2009-11-08 Thread Marko Randjelovic
I made sure, both when creating keys and trying to use it, to be US keyboard
and CAPS LOCK off. After failures, I tried to turn on CAPS and change layout
with no success.

But I found errors in /var/log/messages regarding sda/hda. sda is HDD and
hda is DVD.

Nov  8 14:12:18 main kernel: [5.798351]  sda:hda: packet command error:
tatus=0x51 { DriveReady SeekComplete Error }
Nov  8 14:44:00 main kernel: [6.384317]  sda:hda: packet command error:
tatus=0x51 { DriveReady SeekComplete Error }

Second error is probably after the key got corrupted. Is there significant
probability the key got corrupted since it is only one error?

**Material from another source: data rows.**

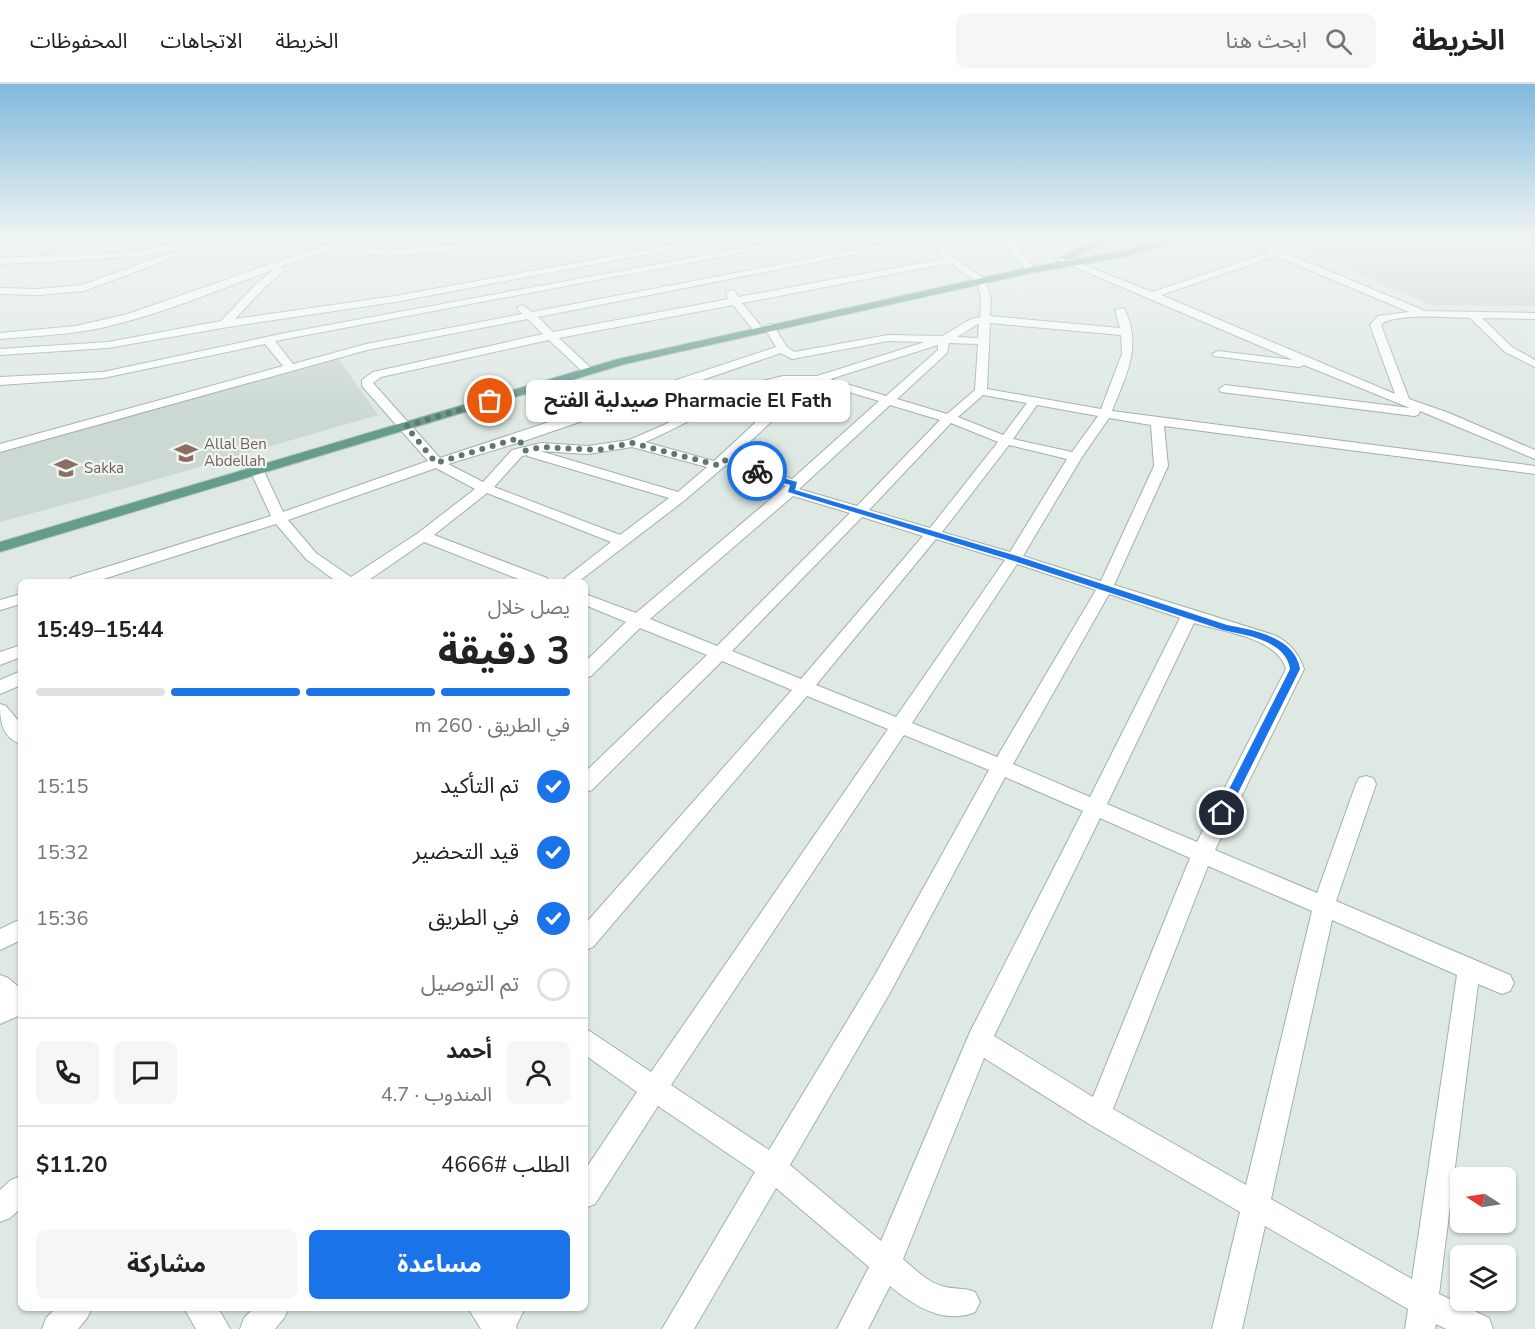 <!DOCTYPE html>
<html lang="ar">
<head>
<meta charset="utf-8">
<style>
  body { margin:0; font-family:"Nunito Sans","Noto Sans Arabic",sans-serif; background:#f6f6f6; color:#222; direction:rtl; height:100vh; display:flex; flex-direction:column; font-size:22px; white-space:nowrap }
  * { box-sizing:border-box; margin:0 }
  p { font-size:20px; color:#767676 }
  .icon { flex:none; width:33px; height:33px; fill:none; stroke:currentColor; stroke-width:2; stroke-linecap:round; stroke-linejoin:round }
  .map { position:relative; flex:1; overflow:hidden; direction:ltr }
  .details { position:absolute; left:18px; top:495px; width:570px; height:732px; display:flex; flex-direction:column; background:#fff; border-radius:9px; box-shadow:0 2px 4px #0004; direction:rtl }
  .details>* { flex:none }
  .needle { width:39px; rotate:282deg }
  .tools { position:absolute; left:1450px; top:1083px; display:grid; gap:12px }
  .tools a { display:grid; place-items:center; width:66px; height:66px; border-radius:9px; background:#fff; box-shadow:0 2px 4px #0004; font-size:30px }
  .pin { position:absolute; display:grid; place-items:center; width:51px; height:51px; color:#fff; margin:-26px; border:3px solid #fff; border-radius:50%; box-shadow:0 2px 6px #0007 }
  .courier { position:absolute; display:grid; place-items:center; width:60px; height:60px; margin:-30px; border:4px solid #1a73e8; border-radius:50%; background:#fff; color:#222; box-shadow:0 2px 8px #0007 }
  .bubble { position:absolute; height:42px; border-radius:9px; background:#fff; box-shadow:0 2px 4px #0004; font-size:20px; font-weight:700; line-height:42px; text-align:center; direction:rtl }
  .overview em { font-style:normal; font-weight:700 }
  .overview div { display:flex; flex-direction:column-reverse }
  .overview { display:flex; align-items:center; justify-content:space-between; height:102px; padding:0 18px }
  h1 { font-size:39px; font-weight:700; line-height:45px }
  .bar { display:grid; grid-template-columns:repeat(4,1fr); gap:9px 6px; align-content:center; height:72px; padding:0 18px }
  .bar i { height:8px; border-radius:4px; background:#e0e0e0 }
  .bar .selected { background:#1a73e8 }
  .bar p { grid-column:span 4 }
  .line { display:flex; align-items:center; gap:15px; padding:0 18px; border-top:2px solid #e0e0e0 }
  .line div { flex:1 }
  .round { display:grid; place-items:center; flex:none; width:63px; height:63px; border-radius:9px; background:#f6f6f6 }
  ol { padding:0 18px; list-style:none }
  li { display:flex; align-items:center; gap:18px; height:66px }
  li p { margin-inline-start:auto }
  li .icon { padding:6px; border-radius:50%; background:#1a73e8; color:#fff; stroke-width:4 }
  li:last-child { color:#767676 }
  li i { width:33px; height:33px; border:3px solid #e0e0e0; border-radius:50% }
  .cta { display:flex; gap:12px; margin-top:auto; padding:12px 18px }
  .cta a { flex:1; height:69px; border-radius:9px; background:#1a73e8; color:#fff; font-size:24px; font-weight:700; line-height:69px; text-align:center }
  .cta a+a { background:#f6f6f6; color:#222 }
  header { display:flex; align-items:center; gap:36px; box-sizing:border-box; height:84px; padding:0 30px; background:#fff; border-bottom:2px solid #e0e0e0 }
  header strong { font-size:28px }
  nav { display:flex; gap:33px; margin-inline-start:auto; font-size:21px }
  .search { width:420px; height:54px; background:#f6f6f6; display:flex; align-items:center; gap:15px; box-sizing:border-box; padding:0 21px; border-radius:9px; color:#767676; font-size:22px }
  .map>svg:first-child { display:block }
  .built { fill:#ccd9d3 }
  .lines { fill:none; stroke-linecap:round; stroke-linejoin:round }
  .minor-casing { stroke:#a1b0ab; stroke-width:2 }
  .primary-casing { stroke:#bcc3c1; stroke-width:2 }
  .minor { fill:#fff; fill-rule:evenodd }
  .primary { fill:#649d8e; fill-rule:evenodd }
  .route { fill:#1a73e8 }
  .done { stroke:#627670; stroke-width:6; stroke-dasharray:0 10.8 }
  .labels { text-anchor:middle; dominant-baseline:central; stroke-width:4.5; stroke-linejoin:round; paint-order:stroke }
  .far-education-label { font-size:15px; fill:#785e54; stroke:#eef6f2; text-anchor:start }
</style>
</head>
<body>
<header>
<strong>الخريطة</strong>
<div class="search"><svg class="icon" aria-label="search" viewBox="0 0 24 24"><circle cx="10" cy="10" r="6"/><path d="M15 15l6 6"/></svg>ابحث هنا</div>
<nav><a>الخريطة</a><a>الاتجاهات</a><a>المحفوظات</a></nav>
</header>
<div class="map">
<svg width="1535" height="1245" viewBox="0 0 1535 1245">
  <rect width="100%" height="100%" fill="#dee9e4"/>
  <!-- built -->
  <path class="built" d="M1278 154H1535V222L1430 221Z
    M338 274 378 331 137 401 0 438V367Z"/>
  <g class="lines">
    <!-- minor casing -->
    <g class="minor-casing">
      <path id="minor" d="M202 154H217L187 164 134 173 0 180V174L134 168Z
        M353 154 366 158 374 165 383 166 480 160 527 154H556L480 166 383 172 368 170 357 160 345 161 280 183 285 186 283 188 265 203 235 235 395 212 712 154H733L395 218 228 243 108 264 0 271V265L108 258 221 237 257 199 275 185C218 206 161 231 101 244 68 251 34 252 0 255V249L76 242 128 230 310 166Z
        M799 154H820L275 257 293 280 366 260 522 230 517 224 522 221 532 228 918 154H938L538 233 553 248 729 215 726 209 731 206 735 207 738 213 944 175 937 169 942 166 986 196 991 216 990 232 1120 244 1115 226 1124 224C1143 263 1126 290 1112 327L1535 382V390L1164 342 1168 382 1114 501 1274 551C1290 559 1298 568 1304 585L1215 766 1317 809 1356 700 1359 694 1366 692 1373 694 1376 700 1336 817 1510 891 1514 899 1510 907 1502 910 1478 900 1439 1210 1489 1234 1493 1245H1446L1436 1240 1435 1245H1405L1408 1225 1265 1142 1242 1245H1212L1240 1128 1089 1040 984 974 903 1175C915 1185 927 1198 942 1202 954 1206 964 1203 975 1208L980 1218 975 1228C944 1241 914 1222 890 1202L868 1245H837L869 1183 776 1104 694 1245H662L755 1088 658 1022 595 1120 585 1124V1086L637 1008 585 971V944L651 988 888 645 807 612 593 863 585 866V840L792 606 722 577 592 706 585 708V688L707 571 640 544 591 592 585 594V578L626 538 585 521V510L636 529 786 402 726 381 685 416 578 498H560L611 458 487 409 434 451 547 494 549 498H526L424 458 366 498H337L306 475 276 440 94 498H69L71 494 271 432 250 386 252 383H262L283 428 428 377 362 302V296L373 288 543 250 528 235 367 266 0 368V360L283 282 265 260 103 294 0 301V293L103 288 285 249ZM950 179 978 199 981 216 980 233 971 235 942 252 888 251 794 268 787 263 773 241 769 240 764 243 776 263 440 374 373 299 381 293 549 256 584 289 588 290 594 287 592 285 559 254 733 221 755 248 759 249 764 246 742 219ZM979 239 978 254 957 253 978 240ZM990 239 1121 251 1122 270 1101 325 987 305ZM888 257 925 258 817 292H783L734 304 664 341 629 356 588 362 541 359 512 366 483 398 448 380 524 357 781 269 792 275ZM949 259 978 260 975 306 947 330 897 315 947 269ZM938 261V266L886 312 830 295ZM803 299 788 308 714 377 645 358C700 335 741 301 803 299ZM819 299 879 317 792 395 733 374 796 314ZM983 311 1027 319 1003 351 958 333ZM890 321 940 336 857 422 799 405ZM1037 321 1098 332 1072 368 1013 355ZM1109 334 1151 341 1154 382 1101 497 1023 472 1082 373ZM951 339 998 358 930 444 869 426ZM1009 361 1067 375 1010 468 942 448ZM632 363 707 383 678 408 540 367 588 370ZM527 371V372L669 414 620 451 494 403 522 372ZM436 384 475 405 418 449 351 493 316 469 288 436ZM793 412 850 429 717 562 650 535ZM862 433 923 452 801 595 732 567ZM936 455 1005 476 896 633 816 601ZM1017 480 1096 506 997 673 912 639ZM1109 510 1180 534 1090 713 1013 680ZM1194 539C1223 548 1277 553 1286 585L1197 758 1107 720ZM904 651 989 686 875 891 769 1066 671 1001ZM1005 693 1083 727 970 948 881 1157 790 1081 891 907ZM1100 734 1190 774 1093 1013 994 952ZM1208 782 1312 827 1246 1101 1113 1025ZM1332 836 1457 891 1412 1195 1271 1115Z
        M1001 154H1010L1034 184V188H1028Z
        M1237 154H1250L1425 227 1535 229V235L1482 234 1512 263 1535 276V283L1505 268 1470 234C1451 234 1394 228 1381 241L1409 315 1449 329 1535 366V375L1420 327 1418 331 1414 332 1221 308 1219 305 1225 301 1410 324 1304 281 1299 283 1214 272 1212 270 1218 267 1293 276 1056 175 1064 173 1152 208 1268 169ZM1276 172 1409 228 1378 232 1370 241 1395 310 1161 211Z
        M172 168 177 171 175 173 84 207 38 211 0 210V204L38 205 82 201Z
        M21 510V520L0 526V516Z
        M21 561V573L0 581V568Z
        M21 587V601L0 610V596Z
        M0 620 6 622 21 640V660C2 654 0 637 0 620Z
        M21 835V856L0 866V845Z
        M0 891 8 894 21 905V933L18 932 0 940Z
        M21 1092V1124L10 1134 0 1138V1106L11 1096Z
        M56 1224H92L87 1234 78 1245H42L46 1234Z
        M184 1224H218L230 1245H196Z
        M254 1224H289L284 1234 275 1245H240L244 1234Z
        M468 1224H525L516 1242 517 1245H481Z"/>
    </g>
    <!-- primary casing -->
    <g class="primary-casing">
      <path id="primary" d="M1102 154H1115L1067 176 1059 174Z
        M1152 154H1189L1123 173 1031 189 625 280 0 468V458L618 275 1031 183 1122 167 1152 158Z"/>
    </g>
    <!-- minor -->
    <use href="#minor" class="minor"/>
    <!-- primary -->
    <use href="#primary" class="primary"/>
  </g>
  <!-- sky -->
  <linearGradient id="sky" x2="0" y2="1"><stop stop-color="#81b9dd"/><stop offset="0.47" stop-color="#f0f5f3"/><stop offset="1" stop-color="#f0f5f3" stop-opacity="0"/></linearGradient>
  <rect width="1535" height="329" fill="url(#sky)"/>
  <!-- route -->
  <path class="route" d="M754 386 797 398 795 406 1017 472 1227 541C1253 546 1295 553 1300 585L1226 733 1222 734 1217 729 1290 585C1286 556 1245 551 1223 546L1011 476 788 408 790 401 754 389Z"/>
  <g class="lines">
    <!-- done -->
    <path class="done" d="M490 317 406 342 436 379 519 354 524 367 541 363 598 366 632 359 717 381 724 376 757 387"/>
  </g>
  <!-- icons -->
  <defs>
    <g id="school-bare" transform="scale(1.8)"><path d="M0-5L7-2L0 1L-7-2ZM-4 1L0 2.5L4 1V4Q0 6-4 4Z" fill="#8d6e63" stroke="#eef6f2" stroke-width="2.5" paint-order="stroke"/></g>
  </defs>
  <g fill-rule="evenodd">
    <use href="#school-bare" x="186" y="369"/>
    <use href="#school-bare" x="66" y="384"/>
  </g>
  <g class="labels">
    <!-- far-education labels -->
    <g class="far-education-label">
      <text x="204" y="360">Allal Ben<tspan x="204" dy="17">Abdellah</tspan></text>
      <text x="84" y="384">Sakka</text>
    </g>
  </g>
</svg>
<div class="tools">
<a><svg class="needle" viewBox="-14 -14 28 28"><path d="M0-13l5 13h-10z" fill="#e53935"/><path d="M0 13l5-13h-10z" fill="#767676"/></svg></a>
<a><svg class="icon" aria-label="layers" viewBox="0 0 24 24"><path d="M12 4l9 5-9 5-9-5zM3 14l9 5 9-5"/></svg></a>
</div>
<div class="pin" style="left:490px;top:317px;background:#ea580c"><svg class="icon" aria-label="bag" viewBox="0 0 24 24"><path d="M5 8h14l-1 12H6zM9 8a3 3 0 0 1 6 0"/></svg></div>
<div class="pin" style="left:1222px;top:729px;background:#1f2937"><svg class="icon" aria-label="home" viewBox="0 0 24 24"><path d="M3 11l9-7 9 7M6 9v11h12V9"/></svg></div>
<div class="courier" style="left:757px;top:387px"><svg class="icon" aria-label="bike" viewBox="0 0 24 24"><circle cx="6" cy="16" r="4"/><circle cx="18" cy="16" r="4"/><path d="M6 16l4-8h5l3 8M10 8l3 8H6M13 5h3"/></svg></div>
<div class="bubble" style="left:526px;top:296px;width:324px">Pharmacie El Fath صيدلية الفتح</div>
<section class="details">
<div class="overview"><div><h1>3 دقيقة</h1><p>يصل خلال</p></div><em>15:44–15:49</em></div>
<div class="bar"><i class="selected"></i><i class="selected"></i><i class="selected"></i><i></i><p>في الطريق · 260 m</p></div>
<ol>
<li><svg class="icon" aria-label="check" viewBox="0 0 24 24"><path d="M5 12l5 5 9-10"/></svg>تم التأكيد<p>15:15</p></li>
<li><svg class="icon" aria-label="check" viewBox="0 0 24 24"><path d="M5 12l5 5 9-10"/></svg>قيد التحضير<p>15:32</p></li>
<li><svg class="icon" aria-label="check" viewBox="0 0 24 24"><path d="M5 12l5 5 9-10"/></svg>في الطريق<p>15:36</p></li>
<li><i></i>تم التوصيل</li>
</ol>
<div class="line" style="height:108px"><a class="round"><svg class="icon" aria-label="person" viewBox="0 0 24 24"><circle cx="12" cy="8" r="4"/><path d="M4 21q1-7 8-7t8 7"/></svg></a><div><b>أحمد</b><p>المندوب · 4.7</p></div><a class="round"><svg class="icon" aria-label="chat" viewBox="0 0 24 24"><path d="M4 5h16v11H9l-5 4z"/></svg></a><a class="round"><svg class="icon" aria-label="phone" viewBox="0 0 24 24"><path d="M5 4h4l2 5-3 2q2 4 5 5l2-3 5 2v4C11 20 4 13 5 4z"/></svg></a></div>
<div class="line" style="height:78px"><div>الطلب #4666</div><b>$11.20</b></div>
<div class="cta"><a>مساعدة</a><a>مشاركة</a></div>
</section>
</div>
</body>
</html>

2009/11/8 Ingo Klöcker kloec...@kde.org

 On Sunday 08 November 2009, Marko Randjelovic wrote:
  What I know is simple. I created a key today and tried it signing one
  file and it worked. Now, few hours later, I cannot do anything, and a
  message is wrong passphrase. I checked mod.time of secret keyring and
  it looks like was not modified in meanwhile.
 
  I am really confused, sure not have modified my passphrase, nor
  forget it, but it simply does not work anymore.
 
  Is there a way to check if secret key info was modified?

 Do you use multiple keyboard layouts? If yes, then maybe you used
 another keyboard layout when you created the key.